The response should contain only those lines of the entries below that include the string "building".

====== Supplied data ======

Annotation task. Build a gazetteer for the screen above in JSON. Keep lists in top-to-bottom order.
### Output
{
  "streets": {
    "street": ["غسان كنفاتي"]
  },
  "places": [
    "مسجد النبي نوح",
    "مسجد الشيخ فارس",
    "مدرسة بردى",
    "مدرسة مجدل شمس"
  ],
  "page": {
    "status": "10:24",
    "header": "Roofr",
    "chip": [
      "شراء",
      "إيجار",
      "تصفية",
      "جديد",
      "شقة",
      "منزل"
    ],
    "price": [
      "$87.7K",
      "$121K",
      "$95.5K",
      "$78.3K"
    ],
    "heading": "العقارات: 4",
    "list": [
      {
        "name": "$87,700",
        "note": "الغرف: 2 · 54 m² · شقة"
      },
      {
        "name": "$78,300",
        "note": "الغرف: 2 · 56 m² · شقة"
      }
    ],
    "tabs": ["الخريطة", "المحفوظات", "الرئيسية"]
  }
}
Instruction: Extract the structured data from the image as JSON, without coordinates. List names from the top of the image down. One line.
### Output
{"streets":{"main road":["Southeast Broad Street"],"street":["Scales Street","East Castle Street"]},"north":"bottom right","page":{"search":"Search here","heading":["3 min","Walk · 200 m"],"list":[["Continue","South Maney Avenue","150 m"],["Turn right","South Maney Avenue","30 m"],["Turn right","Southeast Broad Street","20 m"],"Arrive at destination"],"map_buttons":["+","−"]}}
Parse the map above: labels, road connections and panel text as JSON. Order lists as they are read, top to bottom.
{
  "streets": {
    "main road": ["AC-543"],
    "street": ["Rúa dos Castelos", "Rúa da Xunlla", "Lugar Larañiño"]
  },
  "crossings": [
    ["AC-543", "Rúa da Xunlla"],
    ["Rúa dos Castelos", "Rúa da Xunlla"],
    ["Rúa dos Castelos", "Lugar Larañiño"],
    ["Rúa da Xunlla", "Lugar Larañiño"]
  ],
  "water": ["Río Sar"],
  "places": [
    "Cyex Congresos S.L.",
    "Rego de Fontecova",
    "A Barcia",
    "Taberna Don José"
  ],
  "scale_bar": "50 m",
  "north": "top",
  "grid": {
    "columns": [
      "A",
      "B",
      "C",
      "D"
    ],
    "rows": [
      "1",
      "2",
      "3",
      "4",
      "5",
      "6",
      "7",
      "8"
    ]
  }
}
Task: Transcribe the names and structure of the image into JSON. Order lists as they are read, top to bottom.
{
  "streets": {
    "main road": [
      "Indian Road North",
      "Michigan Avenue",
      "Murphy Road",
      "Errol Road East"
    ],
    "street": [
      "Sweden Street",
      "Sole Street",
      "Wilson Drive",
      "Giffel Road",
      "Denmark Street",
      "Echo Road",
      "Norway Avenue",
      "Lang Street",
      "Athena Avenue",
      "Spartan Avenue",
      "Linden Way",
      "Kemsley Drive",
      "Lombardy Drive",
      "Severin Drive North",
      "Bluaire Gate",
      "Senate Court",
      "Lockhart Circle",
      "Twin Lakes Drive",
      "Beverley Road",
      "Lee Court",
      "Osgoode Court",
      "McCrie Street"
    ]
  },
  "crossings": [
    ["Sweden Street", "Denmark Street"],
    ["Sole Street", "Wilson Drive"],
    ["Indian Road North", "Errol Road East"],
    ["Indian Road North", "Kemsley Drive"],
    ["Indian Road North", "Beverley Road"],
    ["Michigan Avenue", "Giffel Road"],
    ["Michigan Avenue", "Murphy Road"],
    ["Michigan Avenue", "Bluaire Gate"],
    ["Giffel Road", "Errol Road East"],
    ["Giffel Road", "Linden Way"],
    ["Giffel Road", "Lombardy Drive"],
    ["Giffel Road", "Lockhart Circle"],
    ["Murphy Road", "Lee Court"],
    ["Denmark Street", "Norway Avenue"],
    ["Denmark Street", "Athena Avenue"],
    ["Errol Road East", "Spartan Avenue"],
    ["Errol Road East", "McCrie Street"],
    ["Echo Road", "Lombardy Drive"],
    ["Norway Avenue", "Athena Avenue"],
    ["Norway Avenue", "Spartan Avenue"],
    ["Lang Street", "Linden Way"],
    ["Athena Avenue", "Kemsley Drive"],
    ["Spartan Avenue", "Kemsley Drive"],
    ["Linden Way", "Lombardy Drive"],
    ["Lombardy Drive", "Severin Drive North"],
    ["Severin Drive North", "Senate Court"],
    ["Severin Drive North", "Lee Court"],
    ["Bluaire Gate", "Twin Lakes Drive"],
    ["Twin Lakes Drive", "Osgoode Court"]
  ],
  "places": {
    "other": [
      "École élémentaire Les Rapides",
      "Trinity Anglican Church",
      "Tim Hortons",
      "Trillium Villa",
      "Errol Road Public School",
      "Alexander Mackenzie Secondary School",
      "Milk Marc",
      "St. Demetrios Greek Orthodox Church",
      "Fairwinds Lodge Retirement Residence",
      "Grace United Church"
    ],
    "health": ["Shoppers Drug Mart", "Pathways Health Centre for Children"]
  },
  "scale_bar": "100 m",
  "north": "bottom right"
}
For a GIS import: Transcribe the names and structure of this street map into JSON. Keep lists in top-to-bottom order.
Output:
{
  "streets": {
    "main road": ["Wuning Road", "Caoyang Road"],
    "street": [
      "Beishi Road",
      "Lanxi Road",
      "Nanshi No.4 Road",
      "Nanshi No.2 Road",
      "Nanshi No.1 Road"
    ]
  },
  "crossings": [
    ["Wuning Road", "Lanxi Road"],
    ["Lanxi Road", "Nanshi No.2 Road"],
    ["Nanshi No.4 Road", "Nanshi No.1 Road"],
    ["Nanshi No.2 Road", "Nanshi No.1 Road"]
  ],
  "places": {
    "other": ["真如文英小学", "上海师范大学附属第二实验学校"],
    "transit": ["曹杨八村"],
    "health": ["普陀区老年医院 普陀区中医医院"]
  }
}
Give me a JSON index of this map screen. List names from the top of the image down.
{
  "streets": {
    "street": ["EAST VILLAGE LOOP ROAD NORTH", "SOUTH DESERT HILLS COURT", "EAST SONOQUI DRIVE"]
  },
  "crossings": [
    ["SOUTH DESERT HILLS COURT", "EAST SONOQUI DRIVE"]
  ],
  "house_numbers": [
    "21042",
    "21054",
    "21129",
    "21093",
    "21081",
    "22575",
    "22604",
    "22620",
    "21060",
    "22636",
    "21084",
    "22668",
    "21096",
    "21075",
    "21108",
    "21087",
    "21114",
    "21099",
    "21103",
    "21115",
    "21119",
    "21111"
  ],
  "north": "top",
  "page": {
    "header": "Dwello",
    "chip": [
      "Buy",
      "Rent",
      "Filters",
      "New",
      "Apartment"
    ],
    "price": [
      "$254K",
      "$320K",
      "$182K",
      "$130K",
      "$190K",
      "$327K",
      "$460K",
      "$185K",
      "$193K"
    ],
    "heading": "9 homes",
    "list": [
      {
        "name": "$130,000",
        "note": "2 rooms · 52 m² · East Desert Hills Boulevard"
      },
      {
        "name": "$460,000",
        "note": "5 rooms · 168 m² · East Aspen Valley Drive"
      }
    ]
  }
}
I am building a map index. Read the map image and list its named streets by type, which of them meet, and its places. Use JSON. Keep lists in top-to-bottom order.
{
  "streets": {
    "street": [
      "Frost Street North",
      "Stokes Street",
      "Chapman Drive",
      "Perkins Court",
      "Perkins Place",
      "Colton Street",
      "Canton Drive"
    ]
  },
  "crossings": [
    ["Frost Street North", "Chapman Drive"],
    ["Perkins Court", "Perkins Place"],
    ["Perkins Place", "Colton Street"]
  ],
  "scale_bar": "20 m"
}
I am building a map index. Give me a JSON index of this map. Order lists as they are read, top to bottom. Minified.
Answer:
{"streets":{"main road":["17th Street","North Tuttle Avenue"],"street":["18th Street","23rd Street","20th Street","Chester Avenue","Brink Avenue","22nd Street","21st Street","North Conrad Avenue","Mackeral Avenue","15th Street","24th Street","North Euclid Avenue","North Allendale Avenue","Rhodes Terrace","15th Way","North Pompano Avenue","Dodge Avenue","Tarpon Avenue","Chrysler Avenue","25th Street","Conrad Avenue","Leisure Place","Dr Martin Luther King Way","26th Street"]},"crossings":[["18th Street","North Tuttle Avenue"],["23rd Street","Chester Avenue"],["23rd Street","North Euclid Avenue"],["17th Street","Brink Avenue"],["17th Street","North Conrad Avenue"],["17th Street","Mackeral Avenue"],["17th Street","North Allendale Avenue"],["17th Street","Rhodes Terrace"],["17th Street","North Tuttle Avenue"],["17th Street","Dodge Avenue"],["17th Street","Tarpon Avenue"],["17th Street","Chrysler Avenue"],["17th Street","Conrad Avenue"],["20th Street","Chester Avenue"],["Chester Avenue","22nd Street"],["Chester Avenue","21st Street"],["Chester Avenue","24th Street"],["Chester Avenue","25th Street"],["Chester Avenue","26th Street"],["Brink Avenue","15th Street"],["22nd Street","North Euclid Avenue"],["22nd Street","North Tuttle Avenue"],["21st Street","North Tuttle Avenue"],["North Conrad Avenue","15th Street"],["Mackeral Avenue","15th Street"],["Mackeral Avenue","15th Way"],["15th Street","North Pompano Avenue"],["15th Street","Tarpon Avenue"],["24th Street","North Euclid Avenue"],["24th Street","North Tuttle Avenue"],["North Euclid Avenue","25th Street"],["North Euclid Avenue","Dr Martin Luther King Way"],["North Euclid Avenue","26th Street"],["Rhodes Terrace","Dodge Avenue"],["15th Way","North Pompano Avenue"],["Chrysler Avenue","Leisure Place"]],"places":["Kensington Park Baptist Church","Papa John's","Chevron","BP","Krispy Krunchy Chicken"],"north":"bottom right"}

======

#### The answer:
I am building a map index. Read the map image and list its named streets by type, which of them meet, and its places. Use JSON. Keep lists in top-to-bottom order.
I am building a map index. Give me a JSON index of this map. Order lists as they are read, top to bottom. Minified.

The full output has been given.